In today's red-hot field of biotechnology, disease resistant crops, personalized cancer treatments and plants that devour environmental toxins are all on the horizon. But it takes computing power - lots of it - to churn through the complex mathematical equations and massive data sets that underlie these efforts.
The Donald Danforth Plant Science Center* in St. Louis, Missouri, is at the forefront of state-of-the-art plant genomics. Established in 1998, the Center is renowned for advanced techniques of computational plant science as well as its leadership in applied experimental efforts.
For example, the Center is home to the International Laboratory for Tropical Agricultural Biotechnology* (ILTAB), which was established in 1991 and is headed by Dr. Roger N. Beachy, the director of the Danforth Center, and Dr. Claude Fauquet.
Among other projects, ILTAB scientists are developing disease-resistant strains of cassava, a root crop that's the third largest source of calories in many developing nations. Half of the 70 million tons of cassava grown in Africa each year are lost to viral plant diseases. Working with the International Center of Tropical Agriculture*, ILTAB scientists hope to create hardier varieties of cassava that will be able to resist the most common viruses - and have a significant impact on the level of hunger on sub-Saharan Africa.
Opportunity
Studying Proteins - And the Foundations of Life
If something happens inside an organism, there's a good chance a protein made it happen. Proteins move substances around, control what gets inside a cell, regulate functions within the cell - they're the work engines of living organisms.

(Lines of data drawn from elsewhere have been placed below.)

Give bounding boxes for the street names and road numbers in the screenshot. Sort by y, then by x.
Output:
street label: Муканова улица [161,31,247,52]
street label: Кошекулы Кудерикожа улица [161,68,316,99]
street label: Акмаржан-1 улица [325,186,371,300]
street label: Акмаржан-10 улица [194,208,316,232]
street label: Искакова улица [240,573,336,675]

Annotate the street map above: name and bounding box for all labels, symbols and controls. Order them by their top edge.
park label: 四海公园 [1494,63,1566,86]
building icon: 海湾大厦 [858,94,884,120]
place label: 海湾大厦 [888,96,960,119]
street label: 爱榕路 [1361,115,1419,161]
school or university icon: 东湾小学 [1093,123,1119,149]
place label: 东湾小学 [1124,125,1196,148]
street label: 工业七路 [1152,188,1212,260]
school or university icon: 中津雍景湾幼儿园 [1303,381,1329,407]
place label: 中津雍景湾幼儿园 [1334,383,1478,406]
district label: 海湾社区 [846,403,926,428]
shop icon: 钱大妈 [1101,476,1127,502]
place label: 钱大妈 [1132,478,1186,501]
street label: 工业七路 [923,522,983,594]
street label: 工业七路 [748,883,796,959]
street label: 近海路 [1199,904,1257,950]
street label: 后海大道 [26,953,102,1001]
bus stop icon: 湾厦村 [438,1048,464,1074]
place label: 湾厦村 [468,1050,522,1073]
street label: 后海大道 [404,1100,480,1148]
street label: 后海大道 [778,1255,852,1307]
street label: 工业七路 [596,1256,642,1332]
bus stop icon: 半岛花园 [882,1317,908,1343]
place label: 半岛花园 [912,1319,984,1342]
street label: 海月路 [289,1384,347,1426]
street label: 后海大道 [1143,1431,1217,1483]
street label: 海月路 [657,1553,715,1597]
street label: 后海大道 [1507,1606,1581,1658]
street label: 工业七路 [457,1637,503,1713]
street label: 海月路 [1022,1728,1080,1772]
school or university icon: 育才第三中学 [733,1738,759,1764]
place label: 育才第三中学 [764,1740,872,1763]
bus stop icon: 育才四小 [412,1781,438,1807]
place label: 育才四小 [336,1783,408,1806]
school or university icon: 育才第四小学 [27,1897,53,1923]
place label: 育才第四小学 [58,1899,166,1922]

Understand the structure and function of proteins, and you're well on your way to knowing how plant hormones regulate a plant's growth and development, how plants resist bacterial and viral diseases, how they sense and react to increases or decreases in moisture, heat or light, or how they manufacture useful chemicals.
Such information then becomes a jumping-off point for a wide range of potentially groundbreaking uses- from plants that can clean up heavy metals in the environment, to plants that serve as cost-effective "farms" for manufacturing pharmaceutical substances.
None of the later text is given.